While The Messenger may look like your regular ”indie game inspired by the classics at first”, the complete package easily surpasses that expectation. This is mostly because the argument can be made that the game changes how it progresses halfway through. At first, it already satisfied me with a platformer that had fun level design, boss fights that kept getting better, and especially the smooth controls that feel satisfying to master. Upgrades to the kit of our ninja were relevant at all times, all working together to make cloud stepping work very well. And the game also gives you enough opportunity to master the mechanics, with minimal punishment on death and unlockable abilities that… may be a bit too helpful, and also very cheap to unlock with the in-game currency. Halfway through the game however, progression switches from a level-to-level basis to a 16-bit Metroidvania with time travel. This gave us the ability to revisit all of the levels but in our own desired order, which was generally fun to do as they hadn’t seen just a graphical upgrade, but entire layout changes. However, the Metroidvania aspect of the game isn’t very good, mostly due to the world being linear instead of interconnected, forcing us to go through entire stages just to reach a destination. It also didn’t really give much of an incentive to explore beyond the required story-locked upgrades that are only used in a specific part of the world. Granted, I did still have a lot of fun exploring these levels again, especially with the reward gained from the free DLC that, in its own right, was a fun experience for those looking for more content from this game.

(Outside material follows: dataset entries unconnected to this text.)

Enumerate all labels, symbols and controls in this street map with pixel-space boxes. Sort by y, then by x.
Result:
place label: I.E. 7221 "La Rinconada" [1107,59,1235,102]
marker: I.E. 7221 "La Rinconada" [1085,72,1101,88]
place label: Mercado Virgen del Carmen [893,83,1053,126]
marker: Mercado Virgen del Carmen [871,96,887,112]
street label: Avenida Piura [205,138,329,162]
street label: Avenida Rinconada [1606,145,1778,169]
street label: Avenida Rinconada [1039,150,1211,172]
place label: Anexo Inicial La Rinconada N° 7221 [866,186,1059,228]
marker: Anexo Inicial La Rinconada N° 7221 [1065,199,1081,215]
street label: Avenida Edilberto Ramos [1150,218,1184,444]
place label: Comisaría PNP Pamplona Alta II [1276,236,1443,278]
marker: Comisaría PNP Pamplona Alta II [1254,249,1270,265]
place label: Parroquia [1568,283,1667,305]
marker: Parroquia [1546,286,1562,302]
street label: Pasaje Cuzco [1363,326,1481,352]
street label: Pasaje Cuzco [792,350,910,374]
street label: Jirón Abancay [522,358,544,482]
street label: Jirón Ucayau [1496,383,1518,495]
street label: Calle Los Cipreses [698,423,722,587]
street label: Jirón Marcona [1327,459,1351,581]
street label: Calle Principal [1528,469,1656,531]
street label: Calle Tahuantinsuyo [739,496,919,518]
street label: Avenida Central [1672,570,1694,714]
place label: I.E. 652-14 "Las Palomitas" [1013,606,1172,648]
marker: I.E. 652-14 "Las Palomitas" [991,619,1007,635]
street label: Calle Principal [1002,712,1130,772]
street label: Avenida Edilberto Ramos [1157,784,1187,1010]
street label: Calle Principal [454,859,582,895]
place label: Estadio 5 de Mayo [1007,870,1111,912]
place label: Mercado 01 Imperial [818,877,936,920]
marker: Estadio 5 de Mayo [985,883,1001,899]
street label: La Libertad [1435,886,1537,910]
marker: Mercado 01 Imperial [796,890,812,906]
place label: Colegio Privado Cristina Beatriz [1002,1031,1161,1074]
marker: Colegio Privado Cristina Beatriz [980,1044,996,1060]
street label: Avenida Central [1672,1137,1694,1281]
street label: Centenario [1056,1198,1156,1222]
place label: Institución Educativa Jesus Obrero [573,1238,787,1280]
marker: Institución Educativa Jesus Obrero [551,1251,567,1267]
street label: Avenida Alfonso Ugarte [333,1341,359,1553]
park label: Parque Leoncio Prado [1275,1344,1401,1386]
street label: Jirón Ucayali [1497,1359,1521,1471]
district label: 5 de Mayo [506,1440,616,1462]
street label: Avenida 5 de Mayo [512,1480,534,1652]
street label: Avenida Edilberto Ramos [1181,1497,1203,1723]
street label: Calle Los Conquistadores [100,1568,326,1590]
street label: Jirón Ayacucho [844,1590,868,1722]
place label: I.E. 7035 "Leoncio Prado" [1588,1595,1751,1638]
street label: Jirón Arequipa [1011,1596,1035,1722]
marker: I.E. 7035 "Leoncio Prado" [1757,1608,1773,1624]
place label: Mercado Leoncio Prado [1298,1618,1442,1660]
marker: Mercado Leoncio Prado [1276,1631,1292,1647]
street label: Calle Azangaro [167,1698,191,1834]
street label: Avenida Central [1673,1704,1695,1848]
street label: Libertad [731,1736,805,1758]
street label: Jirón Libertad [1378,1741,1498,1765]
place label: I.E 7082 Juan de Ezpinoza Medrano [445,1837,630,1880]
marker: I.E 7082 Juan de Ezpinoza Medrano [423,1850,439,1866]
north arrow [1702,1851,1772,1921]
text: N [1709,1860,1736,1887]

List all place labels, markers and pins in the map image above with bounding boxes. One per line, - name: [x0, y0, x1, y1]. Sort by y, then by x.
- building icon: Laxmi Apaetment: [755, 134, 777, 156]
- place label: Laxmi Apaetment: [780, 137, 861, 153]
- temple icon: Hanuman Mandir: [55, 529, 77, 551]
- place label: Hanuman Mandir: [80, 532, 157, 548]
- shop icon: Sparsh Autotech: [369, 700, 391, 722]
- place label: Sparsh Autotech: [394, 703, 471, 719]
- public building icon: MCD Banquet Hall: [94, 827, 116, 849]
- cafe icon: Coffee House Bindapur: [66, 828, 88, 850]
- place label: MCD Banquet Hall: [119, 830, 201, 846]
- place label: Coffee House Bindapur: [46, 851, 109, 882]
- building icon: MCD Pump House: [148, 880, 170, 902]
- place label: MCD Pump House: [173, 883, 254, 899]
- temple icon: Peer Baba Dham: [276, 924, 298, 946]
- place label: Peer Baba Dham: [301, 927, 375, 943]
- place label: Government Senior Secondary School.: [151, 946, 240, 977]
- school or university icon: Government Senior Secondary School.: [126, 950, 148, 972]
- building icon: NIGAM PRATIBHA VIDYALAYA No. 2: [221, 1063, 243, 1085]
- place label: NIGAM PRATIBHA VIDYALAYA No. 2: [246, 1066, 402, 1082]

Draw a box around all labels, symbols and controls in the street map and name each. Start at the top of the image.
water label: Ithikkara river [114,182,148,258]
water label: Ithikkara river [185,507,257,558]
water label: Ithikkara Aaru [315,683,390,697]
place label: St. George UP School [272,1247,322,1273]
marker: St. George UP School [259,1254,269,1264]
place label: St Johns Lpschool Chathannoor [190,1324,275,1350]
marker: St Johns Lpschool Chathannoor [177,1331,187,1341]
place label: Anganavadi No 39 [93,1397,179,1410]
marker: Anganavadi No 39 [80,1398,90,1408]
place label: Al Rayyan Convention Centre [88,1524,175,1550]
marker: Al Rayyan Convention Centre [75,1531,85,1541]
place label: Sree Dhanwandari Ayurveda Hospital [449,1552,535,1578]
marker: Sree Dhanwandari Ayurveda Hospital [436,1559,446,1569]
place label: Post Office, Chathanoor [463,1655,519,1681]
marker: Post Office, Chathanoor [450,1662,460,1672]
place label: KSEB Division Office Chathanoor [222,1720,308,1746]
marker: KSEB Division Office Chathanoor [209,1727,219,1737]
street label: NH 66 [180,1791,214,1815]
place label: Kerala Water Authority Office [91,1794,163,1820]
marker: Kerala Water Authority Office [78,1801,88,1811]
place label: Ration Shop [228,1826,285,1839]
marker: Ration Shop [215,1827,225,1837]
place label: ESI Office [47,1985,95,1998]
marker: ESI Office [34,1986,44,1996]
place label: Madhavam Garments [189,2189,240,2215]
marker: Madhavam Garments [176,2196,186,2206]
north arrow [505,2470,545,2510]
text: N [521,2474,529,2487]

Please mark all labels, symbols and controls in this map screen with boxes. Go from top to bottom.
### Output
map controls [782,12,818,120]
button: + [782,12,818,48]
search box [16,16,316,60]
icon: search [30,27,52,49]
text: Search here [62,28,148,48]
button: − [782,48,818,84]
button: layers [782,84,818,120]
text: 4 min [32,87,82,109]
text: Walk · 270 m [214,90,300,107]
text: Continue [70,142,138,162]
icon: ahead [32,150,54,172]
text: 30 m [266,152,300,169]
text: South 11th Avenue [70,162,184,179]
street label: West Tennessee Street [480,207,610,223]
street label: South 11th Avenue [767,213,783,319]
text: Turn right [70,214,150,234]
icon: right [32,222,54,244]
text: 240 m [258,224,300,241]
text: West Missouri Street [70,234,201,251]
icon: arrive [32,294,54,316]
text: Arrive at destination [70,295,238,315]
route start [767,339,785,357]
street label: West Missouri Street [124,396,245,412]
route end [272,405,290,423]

- Smooth controls that were satisfying to master.
- Boss battles were really good.
- The twist halfway through and everything after was handled really well.
- Good sense of humour, particularly with the Shopkeeper.
- The Metroidvania aspect itself isn't the best (backtracking, self-enhancement etc.).
- Overpowered abilities available right from the start for a very cheap cost.
Thank you for reading! I hope I wasn’t too focused on addressing the Metroidvania aspect of the game. I sometimes just get really heated up when it’s used for pretty much everything that doesn’t feature linear progression through levels. But that rant aside, The Messenger is absolutely a game worth your time. There is also arguably some deeper in-game details to be found that make a lot of sense in the lore when it comes to the past- and the future, but I skipped those because I didn’t think they were fit for a review. Besides, I’m not really that smart anyway; what I see is what I get. I don’t think a lot, I just play games.
Next time, I’m going to dedicate a small week to the anniversary of a game I love a lot. Won’t really be a review, but more just talking about how the past year has been and maybe a list as well. After that, if everything goes well, I’ll have a short marathon again! That’s been a while, hasn’t it?
Do you think a Metroidvania needs to have an interconnected world, or could a stage-based world also work?
While I don’t think a stage-based world can’t work, I haven’t seen it work well often. Xeodrifter for example had a really tough time with it and frankly… it didn’t really work out. While not strictly linear, the world of Touhou: Luna Nights also felt stage-based, but there were multiple teleporters that solved most of the issues. And I think that multiple nicely-placed teleporters should fix the issue of a stage-based world.